A key way the OpenScPCA project ensures reproducibility is through the use of module-specific software environments. Using software environments has several benefits:

  • Software dependencies, including both packages and stand-alone command line tools, can be pinned to specific versions. As different versions of the same software often have different behaviors/usage and can produce different results, pinning versions ensures that results are much more reproducible.
  • Environments make it easier for other researchers to run a module. Analysis modules will have files specifying the specific software dependencies and versions which researchers can use to re-create the environment to reproducibility run the module's code.

We specifically recommend these two package managers to specify module-specific software environments:

  • The R package manager renv for modules containing R code.
  • The package manager conda, along with conda-lock, for modules containing Python code. Conda can also be used to manage standalone software packages that do not depend on a specific language.

When you create a module with create-analysis-module.py, you can use one (or more!) of several flags to establish your module with an initialized software environment.

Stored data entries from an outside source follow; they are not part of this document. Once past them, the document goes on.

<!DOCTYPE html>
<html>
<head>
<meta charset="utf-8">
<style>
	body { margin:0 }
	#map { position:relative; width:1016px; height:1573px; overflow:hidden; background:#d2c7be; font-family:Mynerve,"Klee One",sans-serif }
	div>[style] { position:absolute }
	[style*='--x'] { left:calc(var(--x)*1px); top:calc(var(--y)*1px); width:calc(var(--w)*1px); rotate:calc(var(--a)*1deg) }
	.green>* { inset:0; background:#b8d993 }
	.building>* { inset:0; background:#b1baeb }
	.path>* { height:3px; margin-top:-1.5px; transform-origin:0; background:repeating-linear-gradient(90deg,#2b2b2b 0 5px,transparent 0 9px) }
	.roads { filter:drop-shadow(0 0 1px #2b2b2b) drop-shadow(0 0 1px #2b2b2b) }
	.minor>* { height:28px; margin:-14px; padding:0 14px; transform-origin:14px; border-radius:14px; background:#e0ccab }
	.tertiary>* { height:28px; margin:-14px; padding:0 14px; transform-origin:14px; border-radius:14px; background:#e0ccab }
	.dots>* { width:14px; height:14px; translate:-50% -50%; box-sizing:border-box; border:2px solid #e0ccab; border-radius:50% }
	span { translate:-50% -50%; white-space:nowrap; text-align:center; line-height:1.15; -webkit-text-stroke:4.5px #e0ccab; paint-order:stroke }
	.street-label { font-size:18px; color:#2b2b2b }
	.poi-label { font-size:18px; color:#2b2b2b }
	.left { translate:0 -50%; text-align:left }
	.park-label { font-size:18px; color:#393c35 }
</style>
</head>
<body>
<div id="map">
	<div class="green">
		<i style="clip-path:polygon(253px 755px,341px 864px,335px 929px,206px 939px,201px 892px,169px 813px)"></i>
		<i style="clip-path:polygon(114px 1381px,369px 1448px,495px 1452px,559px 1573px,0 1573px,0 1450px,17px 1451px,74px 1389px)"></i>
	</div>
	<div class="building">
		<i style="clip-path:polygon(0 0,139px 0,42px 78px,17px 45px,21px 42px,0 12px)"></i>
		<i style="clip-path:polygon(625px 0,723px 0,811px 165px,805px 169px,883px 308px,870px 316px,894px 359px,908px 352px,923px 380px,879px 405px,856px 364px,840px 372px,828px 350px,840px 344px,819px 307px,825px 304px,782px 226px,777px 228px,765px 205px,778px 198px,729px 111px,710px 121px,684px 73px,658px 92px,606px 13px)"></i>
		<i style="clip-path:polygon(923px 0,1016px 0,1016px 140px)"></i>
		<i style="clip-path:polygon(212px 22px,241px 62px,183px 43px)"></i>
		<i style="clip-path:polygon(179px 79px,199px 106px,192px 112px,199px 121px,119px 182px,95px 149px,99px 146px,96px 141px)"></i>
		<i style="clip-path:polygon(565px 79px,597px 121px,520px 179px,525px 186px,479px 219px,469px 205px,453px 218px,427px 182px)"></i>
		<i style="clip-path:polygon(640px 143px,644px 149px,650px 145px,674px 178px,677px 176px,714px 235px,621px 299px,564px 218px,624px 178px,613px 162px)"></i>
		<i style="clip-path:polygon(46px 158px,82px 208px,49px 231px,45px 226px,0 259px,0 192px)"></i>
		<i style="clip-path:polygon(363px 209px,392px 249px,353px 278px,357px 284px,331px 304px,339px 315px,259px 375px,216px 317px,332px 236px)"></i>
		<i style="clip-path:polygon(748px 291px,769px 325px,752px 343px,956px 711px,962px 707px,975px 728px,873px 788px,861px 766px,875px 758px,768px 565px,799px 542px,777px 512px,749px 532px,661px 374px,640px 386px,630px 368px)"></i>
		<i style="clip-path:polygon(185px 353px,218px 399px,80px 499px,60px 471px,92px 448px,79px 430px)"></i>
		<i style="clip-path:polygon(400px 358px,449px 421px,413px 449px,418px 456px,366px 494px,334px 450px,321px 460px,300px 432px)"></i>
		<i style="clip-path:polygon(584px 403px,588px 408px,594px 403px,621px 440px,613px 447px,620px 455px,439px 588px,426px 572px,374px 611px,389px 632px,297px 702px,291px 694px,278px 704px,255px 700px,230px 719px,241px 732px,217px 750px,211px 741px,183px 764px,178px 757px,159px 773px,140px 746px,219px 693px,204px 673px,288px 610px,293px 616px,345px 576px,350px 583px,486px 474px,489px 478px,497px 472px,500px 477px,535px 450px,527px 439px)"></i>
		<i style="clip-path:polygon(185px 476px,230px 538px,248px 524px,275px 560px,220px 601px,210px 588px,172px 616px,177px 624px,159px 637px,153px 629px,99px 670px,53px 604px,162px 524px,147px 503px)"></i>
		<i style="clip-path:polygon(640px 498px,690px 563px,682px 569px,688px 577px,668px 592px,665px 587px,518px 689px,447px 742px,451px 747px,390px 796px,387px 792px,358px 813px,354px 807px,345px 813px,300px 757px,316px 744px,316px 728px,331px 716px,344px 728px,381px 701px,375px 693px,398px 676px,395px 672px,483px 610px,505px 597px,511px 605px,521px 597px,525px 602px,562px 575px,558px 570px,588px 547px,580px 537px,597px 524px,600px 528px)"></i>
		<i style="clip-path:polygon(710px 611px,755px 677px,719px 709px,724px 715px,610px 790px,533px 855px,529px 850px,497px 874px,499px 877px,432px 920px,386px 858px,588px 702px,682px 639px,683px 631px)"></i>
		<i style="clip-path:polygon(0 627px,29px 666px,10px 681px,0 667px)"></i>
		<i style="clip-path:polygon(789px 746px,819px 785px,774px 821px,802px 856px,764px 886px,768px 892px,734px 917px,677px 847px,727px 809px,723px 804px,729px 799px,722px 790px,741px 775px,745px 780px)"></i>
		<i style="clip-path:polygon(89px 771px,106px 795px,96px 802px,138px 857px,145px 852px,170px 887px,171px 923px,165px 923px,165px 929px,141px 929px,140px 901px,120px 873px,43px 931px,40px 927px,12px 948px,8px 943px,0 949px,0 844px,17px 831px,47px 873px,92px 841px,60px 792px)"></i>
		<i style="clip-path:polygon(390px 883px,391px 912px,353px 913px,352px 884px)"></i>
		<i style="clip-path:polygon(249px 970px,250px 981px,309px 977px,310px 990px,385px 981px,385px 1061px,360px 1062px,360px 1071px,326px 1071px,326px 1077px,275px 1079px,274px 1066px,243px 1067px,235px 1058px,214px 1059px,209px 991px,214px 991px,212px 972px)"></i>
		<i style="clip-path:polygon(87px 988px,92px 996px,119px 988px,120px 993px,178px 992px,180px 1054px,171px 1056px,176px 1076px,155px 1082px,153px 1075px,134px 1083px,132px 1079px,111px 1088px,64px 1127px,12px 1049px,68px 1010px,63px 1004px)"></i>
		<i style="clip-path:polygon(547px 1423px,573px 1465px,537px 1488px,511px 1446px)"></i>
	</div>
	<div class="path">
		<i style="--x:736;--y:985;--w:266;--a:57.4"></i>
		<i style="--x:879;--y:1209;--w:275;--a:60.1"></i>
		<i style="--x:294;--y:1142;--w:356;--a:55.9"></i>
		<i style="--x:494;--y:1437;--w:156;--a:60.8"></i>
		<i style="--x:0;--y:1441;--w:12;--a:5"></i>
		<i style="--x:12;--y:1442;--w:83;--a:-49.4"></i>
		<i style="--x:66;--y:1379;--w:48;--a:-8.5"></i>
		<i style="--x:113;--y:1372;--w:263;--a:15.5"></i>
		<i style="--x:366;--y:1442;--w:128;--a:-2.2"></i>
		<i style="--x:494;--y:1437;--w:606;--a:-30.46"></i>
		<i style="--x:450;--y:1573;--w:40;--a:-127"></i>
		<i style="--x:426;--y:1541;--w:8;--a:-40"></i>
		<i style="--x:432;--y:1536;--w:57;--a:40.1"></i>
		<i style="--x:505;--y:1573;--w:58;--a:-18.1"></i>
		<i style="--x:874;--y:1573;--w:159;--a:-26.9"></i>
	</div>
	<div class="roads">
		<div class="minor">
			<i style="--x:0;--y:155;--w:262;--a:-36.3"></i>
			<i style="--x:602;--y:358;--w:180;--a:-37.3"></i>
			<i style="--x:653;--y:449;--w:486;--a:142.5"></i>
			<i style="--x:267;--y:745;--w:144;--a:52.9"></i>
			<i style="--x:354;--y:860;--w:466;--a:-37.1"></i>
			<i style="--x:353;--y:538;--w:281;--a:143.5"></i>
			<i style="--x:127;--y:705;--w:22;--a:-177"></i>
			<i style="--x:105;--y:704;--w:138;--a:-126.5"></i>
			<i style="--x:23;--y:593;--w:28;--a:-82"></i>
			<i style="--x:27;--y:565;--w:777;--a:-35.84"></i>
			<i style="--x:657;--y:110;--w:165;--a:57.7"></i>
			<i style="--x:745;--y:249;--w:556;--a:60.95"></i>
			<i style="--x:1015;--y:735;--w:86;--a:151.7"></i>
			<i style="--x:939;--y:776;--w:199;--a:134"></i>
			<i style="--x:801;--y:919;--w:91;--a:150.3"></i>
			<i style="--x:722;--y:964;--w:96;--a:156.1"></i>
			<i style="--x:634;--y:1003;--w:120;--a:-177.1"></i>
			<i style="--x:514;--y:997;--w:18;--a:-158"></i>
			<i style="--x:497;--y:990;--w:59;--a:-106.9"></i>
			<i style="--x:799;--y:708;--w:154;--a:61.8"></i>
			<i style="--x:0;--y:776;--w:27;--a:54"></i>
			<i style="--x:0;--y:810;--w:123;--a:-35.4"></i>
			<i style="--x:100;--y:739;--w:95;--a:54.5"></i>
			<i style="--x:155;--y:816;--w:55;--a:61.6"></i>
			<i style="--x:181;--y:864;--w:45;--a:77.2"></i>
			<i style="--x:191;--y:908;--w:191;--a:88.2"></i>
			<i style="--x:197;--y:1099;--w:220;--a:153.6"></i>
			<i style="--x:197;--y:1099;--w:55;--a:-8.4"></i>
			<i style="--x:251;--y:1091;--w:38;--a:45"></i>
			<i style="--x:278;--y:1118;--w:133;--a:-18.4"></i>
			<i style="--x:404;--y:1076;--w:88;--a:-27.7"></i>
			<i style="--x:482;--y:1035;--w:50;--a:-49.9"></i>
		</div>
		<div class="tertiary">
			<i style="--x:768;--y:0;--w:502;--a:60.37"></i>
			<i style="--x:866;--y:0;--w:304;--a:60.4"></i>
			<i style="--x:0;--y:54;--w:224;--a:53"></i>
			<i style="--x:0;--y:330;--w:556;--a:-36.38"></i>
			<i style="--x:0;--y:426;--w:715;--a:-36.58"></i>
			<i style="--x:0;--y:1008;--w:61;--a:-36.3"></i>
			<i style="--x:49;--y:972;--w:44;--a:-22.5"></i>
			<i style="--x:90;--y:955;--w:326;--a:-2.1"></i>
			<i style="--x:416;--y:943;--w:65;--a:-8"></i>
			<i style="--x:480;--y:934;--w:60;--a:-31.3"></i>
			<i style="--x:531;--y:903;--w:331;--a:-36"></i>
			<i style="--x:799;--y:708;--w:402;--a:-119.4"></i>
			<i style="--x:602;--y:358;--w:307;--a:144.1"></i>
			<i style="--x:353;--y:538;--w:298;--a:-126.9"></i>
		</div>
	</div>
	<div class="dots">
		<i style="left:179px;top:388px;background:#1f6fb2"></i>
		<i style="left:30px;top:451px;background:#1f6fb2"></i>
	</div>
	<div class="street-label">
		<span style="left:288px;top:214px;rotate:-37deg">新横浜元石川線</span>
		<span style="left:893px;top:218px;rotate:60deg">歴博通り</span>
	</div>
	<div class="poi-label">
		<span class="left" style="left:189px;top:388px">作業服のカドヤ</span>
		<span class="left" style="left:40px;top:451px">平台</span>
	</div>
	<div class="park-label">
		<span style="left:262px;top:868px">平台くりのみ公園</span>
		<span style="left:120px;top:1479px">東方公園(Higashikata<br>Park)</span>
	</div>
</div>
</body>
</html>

Updating software environments

As analysis modules mature, the Data Lab will activate several GitHub Action workflows that ensure module reproducibility. Once these workflows are activated, you will need to file two PRs every time you wish to update your software environment, including adding or updating a package used in R or Python:

  1. First, file a PR that updates your software environment, e.g. renv.lock, conda.lock, or Dockerfile files
  2. After that first PR is been merged, you can then file a second PR that contains your code changes that use the updated environment

For more details on this process, please refer to our documentation on updating Docker images.